Sin embargo, si no concilias el sueño durante varias noches seguidas, puedes comenzar a notar varios síntomas:
- Cansancio constante
- Sensación de sueño durante el día, incluso llegar a quedarse dormido.
- Dificultad de concentración
- Indecisión
- -Sensaciones Depresivas
Si tienes estos síntomas es que el insomnio está comenzando a afectar a tu salud y deberás empezar a plantearse si tu estilo de vida o el entorno que te rodea alteran tu sueño.
A continuación, ponemos a tu disposición unas pautas para conseguir descansar por la noche: Dormir bien
- Un colchón muy duro o muy blando no es un soporte adecuado. Generalmente, debemos cambiar el colchón cada 10 años para asegurar el máximo confort.
- Nuestro dormitorio debe ser silencioso y cómodo, y ni muy caluroso ni muy frío
- Si hay luces o ruidos que nos hacen estar despiertos, debemos plantearnos si podemos reducir sus efectos.
- Debemos utilizar nuestra habitación únicamente para dormir
Establecer una rutina
- Intenta acostarte y levantarte a la misma hora cada día –incluso los fines de semana.
- No eches cabezadas durante el día.
- Establece unos horarios de sueño regulares –tómate tu tiempo para relajarte antes de acostarte, tomando un baño, sentándote en un lugar tranquilo o leyendo. Reducir el estrés
Sentirse estresado o con ansiedad es la principal razón que produce insomnio. Si estás estresado o preocupado, puede ayudarte el tomar nota de tus pensamientos y preocupaciones antes de dormir. Si no puedes dormir porque sientes ansiedad, levántate y haz algo relajante durante 20 minutos, como leer un libro o ver la televisión.
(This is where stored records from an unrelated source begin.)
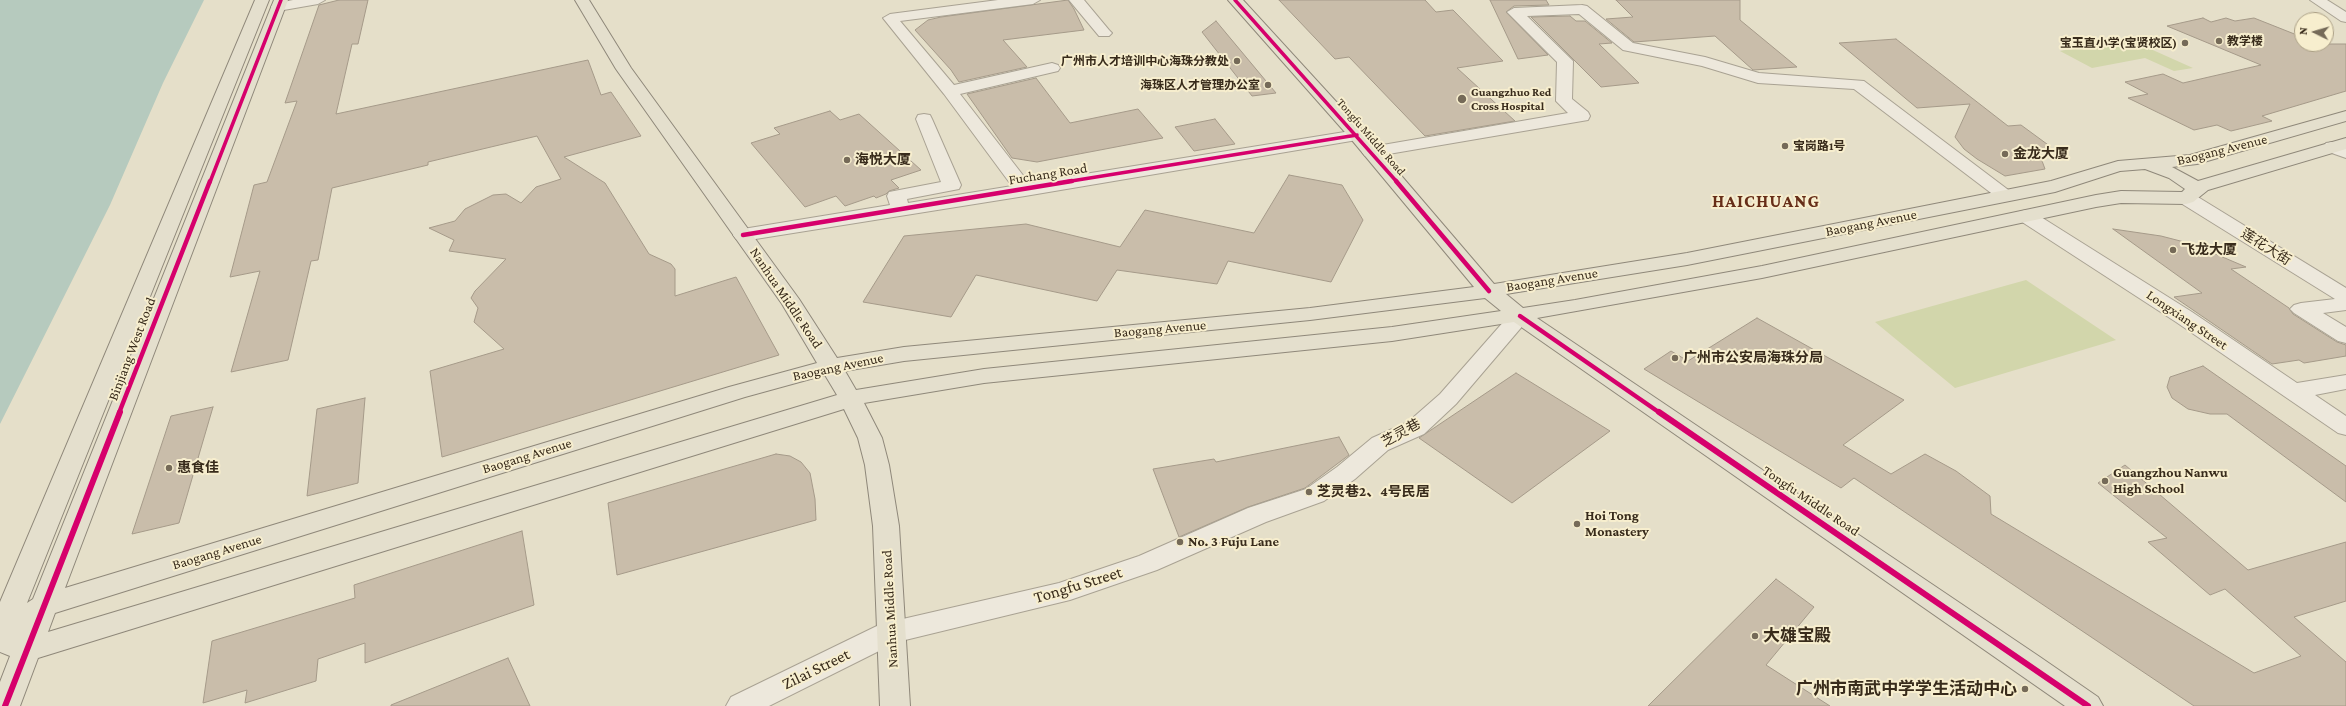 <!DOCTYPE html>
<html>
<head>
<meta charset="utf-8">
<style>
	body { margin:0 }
	#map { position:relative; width:2346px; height:706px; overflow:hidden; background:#e5dfc9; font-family:"Crimson Pro",serif }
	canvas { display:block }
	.north { position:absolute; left:2294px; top:12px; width:40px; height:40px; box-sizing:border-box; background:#f7eece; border:1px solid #aba086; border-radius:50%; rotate:275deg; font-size:11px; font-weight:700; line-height:16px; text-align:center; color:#382b1b }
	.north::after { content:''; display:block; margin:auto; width:14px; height:18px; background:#756a58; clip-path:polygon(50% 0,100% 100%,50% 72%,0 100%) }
</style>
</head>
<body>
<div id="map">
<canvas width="2346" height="706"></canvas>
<div class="north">N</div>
</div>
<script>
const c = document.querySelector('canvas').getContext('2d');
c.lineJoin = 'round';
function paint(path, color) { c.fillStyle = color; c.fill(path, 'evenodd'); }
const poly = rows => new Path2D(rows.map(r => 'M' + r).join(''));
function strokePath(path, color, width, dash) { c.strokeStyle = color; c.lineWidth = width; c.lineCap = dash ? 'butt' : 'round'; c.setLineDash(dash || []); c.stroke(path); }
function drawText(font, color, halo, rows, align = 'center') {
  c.font = font + ' "Crimson Pro","Noto Sans SC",serif'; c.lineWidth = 4; c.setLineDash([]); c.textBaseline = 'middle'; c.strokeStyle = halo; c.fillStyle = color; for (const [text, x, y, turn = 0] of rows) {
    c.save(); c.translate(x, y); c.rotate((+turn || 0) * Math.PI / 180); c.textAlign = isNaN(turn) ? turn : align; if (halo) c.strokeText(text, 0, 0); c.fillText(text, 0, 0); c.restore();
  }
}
const green = poly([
	[2126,38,2193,68,2174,71,2145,58,2092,68,2060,51],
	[2026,280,2116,340,1955,388,1875,322]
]);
const water = poly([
	[0,0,204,0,163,83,110,205,0,424]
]);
const building = poly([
	[339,0,368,0,358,44,352,44,336,114,588,60,601,95,611,92,641,136,564,157,605,183,649,254,671,264,675,269,675,296,736,277,779,355,442,457,430,371,504,349,474,322,478,308,471,298,475,291,506,259,449,251,454,240,429,228,455,221,465,209,493,195,506,194,521,203,536,187,561,179,537,136,428,162,428,165,332,188,318,260,311,261,288,360,231,372,260,271,230,277,254,185,267,182,297,101,285,103,319,5,339,0],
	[1068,0,1074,9,1084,30,1003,40,1027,67,959,82,951,70,915,30,928,20,941,17,1068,0],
	[1279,0,1425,0,1436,12,1453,10,1503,61,1457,68,1515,121,1425,136,1349,57,1335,59,1279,0],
	[1490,0,1546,0,1549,5,1514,6,1506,12,1548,55,1518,59,1490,0],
	[1616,0,1740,0,1740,20,1797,67,1753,70,1715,36,1634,42,1606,19,1633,17,1616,0],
	[1570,16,1576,21,1585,21,1612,43,1599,44,1639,83,1601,87,1531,17,1570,16],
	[2203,18,2211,22,2226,18,2235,21,2254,18,2302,37,2302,44,2346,44,2346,91,2262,116,2272,121,2231,131,2217,125,2194,130,2128,98,2148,94,2125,82,2163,74,2183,83,2261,65,2167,26,2203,18],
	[1216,21,1276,93,1252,96,1202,32,1216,21],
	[1896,39,2008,126,2021,125,2051,147,2038,150,2045,169,2005,176,1977,159,1964,149,1955,137,1970,104,1917,108,1839,43,1896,39],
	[1036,78,1070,123,1138,109,1163,138,1037,162,1012,158,967,94,1036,78],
	[830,111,840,120,859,114,921,170,891,180,899,188,889,191,886,194,876,198,874,196,845,206,836,196,805,207,751,143,780,134,774,128,830,111],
	[1215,119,1235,144,1194,151,1175,127,1215,119],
	[1289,175,1342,185,1363,220,1331,282,1228,261,1217,284,1117,270,1097,301,976,275,951,317,863,302,904,236,1026,224,1120,247,1145,210,1254,233,1289,175],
	[2113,229,2161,236,2192,244,2246,267,2231,269,2289,308,2293,314,2337,342,2346,345,2346,356,2304,363,2299,360,2272,364,2174,297,2202,293,2113,229],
	[1757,318,1904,400,1843,445,1891,474,1925,454,1956,471,1990,496,1991,514,2254,673,2301,656,2225,589,2210,595,2148,542,2167,538,2098,483,2125,465,2248,570,2346,542,2346,601,2294,617,2346,662,2346,706,2194,706,1854,478,1841,488,1644,369,1671,351,1688,361,1757,318],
	[2203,366,2346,466,2346,502,2227,414,2210,414,2188,409,2172,398,2167,387,2170,377,2203,366],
	[1516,373,1610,431,1512,503,1419,438,1516,373],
	[365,398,358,483,307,496,317,409,365,398],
	[213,407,179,523,132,534,171,416,213,407],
	[1339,437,1349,455,1305,488,1248,507,1179,537,1153,469,1214,459,1216,462,1339,437],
	[776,454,790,456,801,462,810,473,815,499,816,520,617,575,608,503,776,454],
	[522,531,534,605,365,663,365,643,318,659,316,681,245,703,247,690,203,703,212,641,355,598,354,585,522,531],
	[1776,579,1814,607,1766,665,1830,706,1648,706,1776,579],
	[508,658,530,706,391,706,391,705,508,658]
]);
const minor = poly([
	[293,0,325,0,318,4,278,11,271,7,273,4,293,0],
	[998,0,1040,0,1033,4,900,21,954,85,1052,63,1058,65,1060,68,1058,71,960,94,1029,183,1357,130,1363,131,1366,135,1363,139,1357,140,1025,196,743,241,736,239,733,235,736,231,743,229,890,205,887,196,889,192,941,182,916,119,918,115,924,114,930,115,932,119,961,185,959,189,907,199,908,203,1012,186,944,94,883,18,890,14,998,0],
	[1069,0,1084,0,1109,30,1112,33,1109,36,1099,36,1069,0],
	[2310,0,2327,0,2346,12,2346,22,2341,21,2310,0],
	[1582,5,1587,6,1633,43,1705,57,1759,73,1864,81,2015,195,2013,199,2006,201,1999,199,1854,89,1758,83,1702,66,1623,50,1579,14,1527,16,1573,61,1572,99,1588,112,1590,116,1588,120,1371,157,1365,156,1362,152,1365,148,1371,147,1568,113,1556,101,1557,62,1507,12,1514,8,1582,5],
	[2332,142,2346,147,2346,158,2326,151,2323,147,2326,143,2332,142],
	[2186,192,2193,194,2346,288,2346,310,2323,313,2346,327,2346,343,2338,341,2294,313,2290,309,2294,305,2301,303,2335,299,2179,202,2177,198,2179,194,2186,192],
	[2026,210,2033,212,2192,312,2297,383,2346,375,2346,389,2315,395,2346,416,2346,435,2338,433,2176,322,2019,220,2016,216,2019,212,2026,210],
	[1520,310,1527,311,1531,316,1456,404,1424,434,1388,450,1355,479,1324,501,1266,522,1157,570,1070,600,897,642,769,706,726,706,731,697,881,624,1059,583,1139,556,1248,508,1306,489,1337,467,1372,438,1408,422,1440,394,1513,311,1520,310]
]);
const major = poly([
	[255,0,269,0,27,603,33,599,274,0,288,0,65,588,729,387,817,363,782,304,616,69,575,0,589,0,631,68,799,299,837,358,904,347,1310,308,1474,287,1351,139,1228,0,1243,0,1363,131,1494,284,1687,253,2051,181,2118,161,2190,155,2346,111,2346,121,2197,164,2172,167,2198,181,2346,138,2346,149,2208,190,2193,202,2186,204,2121,203,2096,207,1762,278,1537,318,2040,657,2098,697,2103,706,2065,706,1514,322,1392,341,984,383,864,403,882,438,889,465,899,526,910,706,880,706,873,526,865,465,858,438,844,409,38,658,20,706,0,706,0,682,10,656,0,652,0,602,255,0],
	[2145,169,2169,178,2185,189,2182,192,2121,191,2096,195,1762,266,1575,300,1523,308,1506,294,1687,265,2055,192,2120,171,2145,169],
	[1485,298,1501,311,1392,327,984,369,856,390,845,371,904,361,1310,320,1485,298],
	[825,375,837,395,48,632,55,613,745,397,825,375]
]);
const cyclewayFar2 = poly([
	[1235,0,1397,182],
	[210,182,281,0],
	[1065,182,1357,135]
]);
const cyclewayFar1 = poly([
	[1396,181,1489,291],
	[743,235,1072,181],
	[1520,316,1660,413],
	[119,413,210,181]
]);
const cycleway = poly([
	[1659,412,2088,706],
	[5,706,120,412]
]);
const markers = [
	[2219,41,4,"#756a58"],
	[2185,43,4,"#756a58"],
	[1237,61,4,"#756a58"],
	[1268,85,4,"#756a58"],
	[1462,99,5,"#756a58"],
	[1785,146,4,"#756a58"],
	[2005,154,4,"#756a58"],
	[847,160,4,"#756a58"],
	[2173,250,4,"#756a58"],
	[1675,358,4,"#756a58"],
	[169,468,4,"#756a58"],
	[2105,481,4,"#756a58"],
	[1309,492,4,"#756a58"],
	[1577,524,4,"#756a58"],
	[1180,542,4,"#756a58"],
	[1755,636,4,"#756a58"],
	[2025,689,4,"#756a58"]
];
const farPoinames = [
	["教学楼",2227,41],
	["宝玉直小学(宝贤校区)",2177,43,"right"],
	["广州市人才培训中心海珠分教处",1229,61,"right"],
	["海珠区人才管理办公室",1260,85,"right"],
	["Guangzhuo Red",1471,92],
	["Cross Hospital",1471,106],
	["宝岗路1号",1793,146]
];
const farStreetnames = [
	["Tongfu Middle Road",1371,137,49]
];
const streetNames = [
	["Baogang Avenue",2222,150,-14],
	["Fuchang Road",1048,174,-9],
	["Baogang Avenue",1871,223,-11],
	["莲花大街",2266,247,32],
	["Baogang Avenue",1552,280,-9],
	["Nanhua Middle Road",786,298,56],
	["Longxiang Street",2187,320,34],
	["Baogang Avenue",1160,329,-5],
	["Binjiang West Road",132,349,-69],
	["Baogang Avenue",838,367,-12],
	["芝灵巷",1401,433,-29],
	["Baogang Avenue",527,456,-17],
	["Tongfu Middle Road",1811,501,34],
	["Baogang Avenue",217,552,-17],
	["Nanhua Middle Road",890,609,-93]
];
const poiNames = [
	["金龙大厦",2013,154],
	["海悦大厦",855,160],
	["飞龙大厦",2181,250],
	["广州市公安局海珠分局",1683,358],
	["惠食佳",177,468],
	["Guangzhou Nanwu",2113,473],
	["High School",2113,489],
	["芝灵巷2、4号民居",1317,492],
	["Hoi Tong",1585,516],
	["Monastery",1585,532],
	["No. 3 Fuju Lane",1188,542]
];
const nearStreetnames = [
	["Tongfu Street",1078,585,-17],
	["Zilai Street",816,669,-26]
];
const nearPoinames = [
	["大雄宝殿",1763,636],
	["广州市南武中学学生活动中心",2017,689,"right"]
];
const districtNames = [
	["HAICHUANG",1766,201]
];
paint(green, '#d2d6ab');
paint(water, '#b6cabe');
paint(building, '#c9bdaa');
strokePath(building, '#a59a89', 1);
strokePath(minor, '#a9a293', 2);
strokePath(major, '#8f887a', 2);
paint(minor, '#ede8dc');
paint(major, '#e4dfcd');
strokePath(cyclewayFar2, '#d6006c', 3.5);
strokePath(cyclewayFar1, '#d6006c', 4.5);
strokePath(cycleway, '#d6006c', 6);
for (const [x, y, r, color] of markers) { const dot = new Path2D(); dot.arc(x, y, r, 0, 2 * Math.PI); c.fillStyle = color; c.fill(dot); strokePath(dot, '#f7eece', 1.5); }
drawText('bold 12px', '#382b1b', '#f7eece', farPoinames, 'left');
drawText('12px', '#382b1b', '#f7eece', farStreetnames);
drawText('14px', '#382b1b', '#f7eece', streetNames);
drawText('bold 14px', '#382b1b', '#f7eece', poiNames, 'left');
drawText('17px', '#382b1b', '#f7eece', nearStreetnames);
drawText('bold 17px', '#382b1b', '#f7eece', nearPoinames, 'left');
c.letterSpacing = '1px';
drawText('bold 18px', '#672e18', '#f7eece', districtNames);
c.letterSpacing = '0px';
</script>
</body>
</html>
Es importante reconocer si te sientes estresado y hacer algo si esto se convierte en un serio problema y comienzas a sentirte cansado. Habla con un amigo, un familiar y recuerda que si tienes un seguro médico, tu médico de atención primaria o el especialista puede ayudarte a exteriorizar tus problemas. Come y bebe adecuadamente
Todo lo que comemos y bebemos puede afectar a nuestros niveles de energía. La cafeína y el alcohol pueden dificultar el sueño o hacer que nos despertemos en mitad de la noche, por lo que debemos evitar tomar estas sustancias antes de dormir.
Comer alimentos azucarados o pesados por la noche afectan al sueño; por lo tanto, es necesario tomar la principal comida por la mañana en lugar de por la noche. Una cena frugal es siempre recomendable Ejercicio físico
Combinar una dieta sana y equilibrada con ejercicio físico –se recomienda 30 a 45 minutos al día, cinco días a la semana- nos ayudará a dormir mejor, y tendremos más energía para afrontar un nuevo día. No es recomendable realizar ejercicio justo antes de dormir, ya que nos sentiremos más despejados y despiertos y tendremos más dificultades para conciliar el sueño .
Si aún siguiendo estos consejos seguimos sin dormir bien, tendremos que pedir cita con un médico de atención primaria o con un especialista en sueño, neurólogo o internista generalmente.